Now and then, western democracy provides the opportunity for each side of a question to be debated and examined. In the next Chapter, the Initiative is Just the Beginning of a Slippery Slope, a Turkish Muslim and young entrepreneur (read businessman) resident in Switzerland responds to questions to where this all might lead. Fear is the key; will this suppression of expressions of Islamic culture stop here? What about dialogue?

Sober observations are contained in the next chapter, From Minarets to the “Muslim Question”: the New Critique of Islam. The citizens’ initiative that set out to ban the building of minarets in Switzerland is not only the result of a particular political context: the critical discourse of its initiators is part of a broader perspective. It draws its language, lexicon and reasoning from a critique of Islam that developed in the wake of the decline of Communism and consolidated after the attacks of 11 September 2001. The initiative showcases the ability of this transnational critique to take root in Switzerland and seize the opportunities that its political system offers.

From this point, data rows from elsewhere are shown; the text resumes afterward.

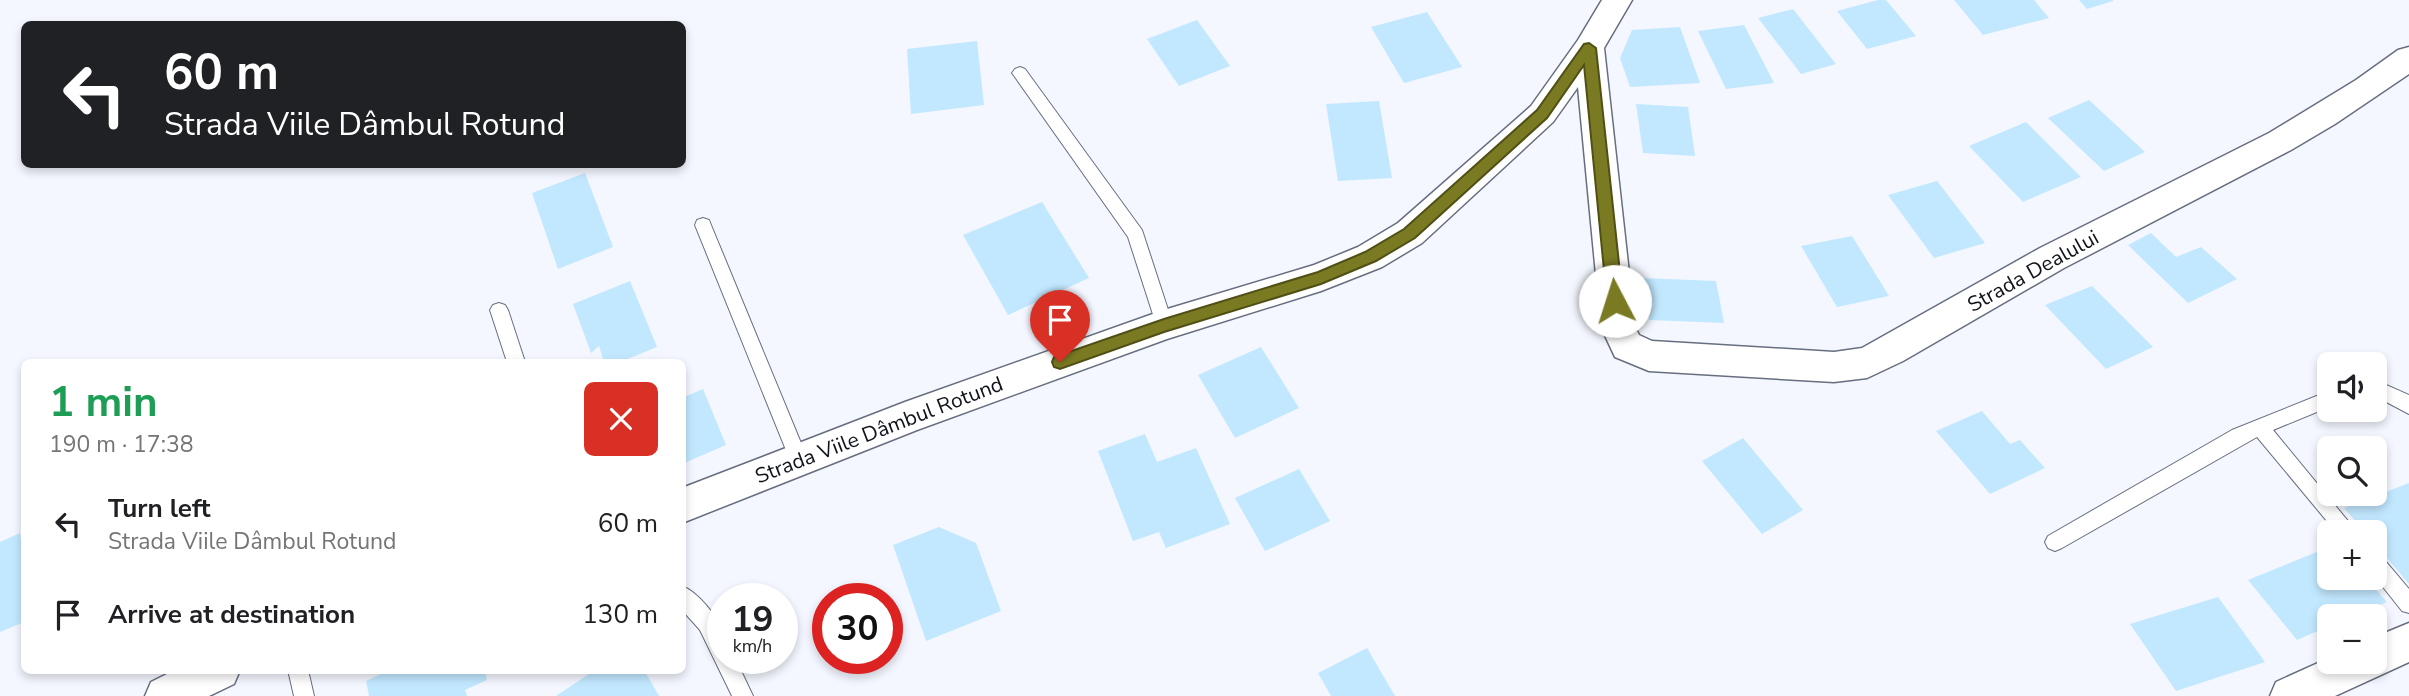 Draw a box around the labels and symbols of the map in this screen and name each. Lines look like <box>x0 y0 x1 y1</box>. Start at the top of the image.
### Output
street label: Strada Dealului <box>1962 223 2104 319</box>
position arrow <box>1578 264 1652 338</box>
pin <box>1030 290 1090 362</box>
street label: Strada Viile Dâmbul Rotund <box>751 370 1007 490</box>
speed limit sign: 30 <box>812 583 903 674</box>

What happened after the ban on minarets was inserted into the Swiss Constitution? The next chapter, The Minarets: No Muslim Rage considers responses by western nations and by worshipping Muslims in Switzerland.

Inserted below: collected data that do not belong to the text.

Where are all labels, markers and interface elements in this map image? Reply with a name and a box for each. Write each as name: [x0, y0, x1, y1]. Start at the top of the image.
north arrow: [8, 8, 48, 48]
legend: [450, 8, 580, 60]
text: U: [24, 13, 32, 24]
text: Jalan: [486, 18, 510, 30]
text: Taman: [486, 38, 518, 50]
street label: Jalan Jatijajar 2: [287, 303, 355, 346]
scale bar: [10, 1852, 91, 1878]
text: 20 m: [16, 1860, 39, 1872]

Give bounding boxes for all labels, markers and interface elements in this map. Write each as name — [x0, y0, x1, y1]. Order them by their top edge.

After the referendum on the minaret ban, one might well have expected a Danish cartoon type scenario: mass boycotts, demonstrations, even attacks on embassies. One year on from the vote, none of that—or almost none—has happened.

The minaret itself is not the object of worship.

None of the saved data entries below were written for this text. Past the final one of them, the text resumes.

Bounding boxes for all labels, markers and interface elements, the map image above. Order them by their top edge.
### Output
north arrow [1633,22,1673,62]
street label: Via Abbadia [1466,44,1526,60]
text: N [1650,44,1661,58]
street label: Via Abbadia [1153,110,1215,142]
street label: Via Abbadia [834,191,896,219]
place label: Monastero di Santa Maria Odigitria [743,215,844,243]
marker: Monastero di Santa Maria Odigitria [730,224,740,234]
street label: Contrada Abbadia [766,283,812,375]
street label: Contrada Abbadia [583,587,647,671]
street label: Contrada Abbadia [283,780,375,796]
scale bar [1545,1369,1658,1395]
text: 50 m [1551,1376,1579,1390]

The next chapter examines the obvious symbols of Islam in the west. From the Top of the Minaret: Symbols and Social Obliviousness looks at the minarets, the Danish cartoons affair, the film Fitna by the Danish parliamentarian, and the controversy surrounding the burqa in France.

The minaret question is part of a new frontline of tensions surrounding Islam in the West, where what is at stake are signs and symbols, not the material development of Islamic standards. What characterises this new frontline above all is that it is disconnected from everyday life. The number of minarets in Switzerland is currently four, and applications for planning permission are rare. As for the burqa, it is worn by a tiny minority in France and is deeply controversial even within the Muslim community. By contrast, there is a strong consensus in favour of the hijab in Islamised segments of society. The Danish cartoons might have gone unnoticed if some sheikhs had not been offended and given them hefty publicity. The same is true of the film Fitna.

This book is available as a download for reading. Whilst the chapters appear to be compiled by a select group of individuals, there is a more than reasonable attempt to objectify and analyse the Swiss ban on minarets and situate this ban against the background of the larger issue of the visibility of Islam in Western Europe and the responses this engenders on each side, looking at the other. Fear is false expectations appearing real. This book really exposes the need for dialogue and understanding at all levels in society.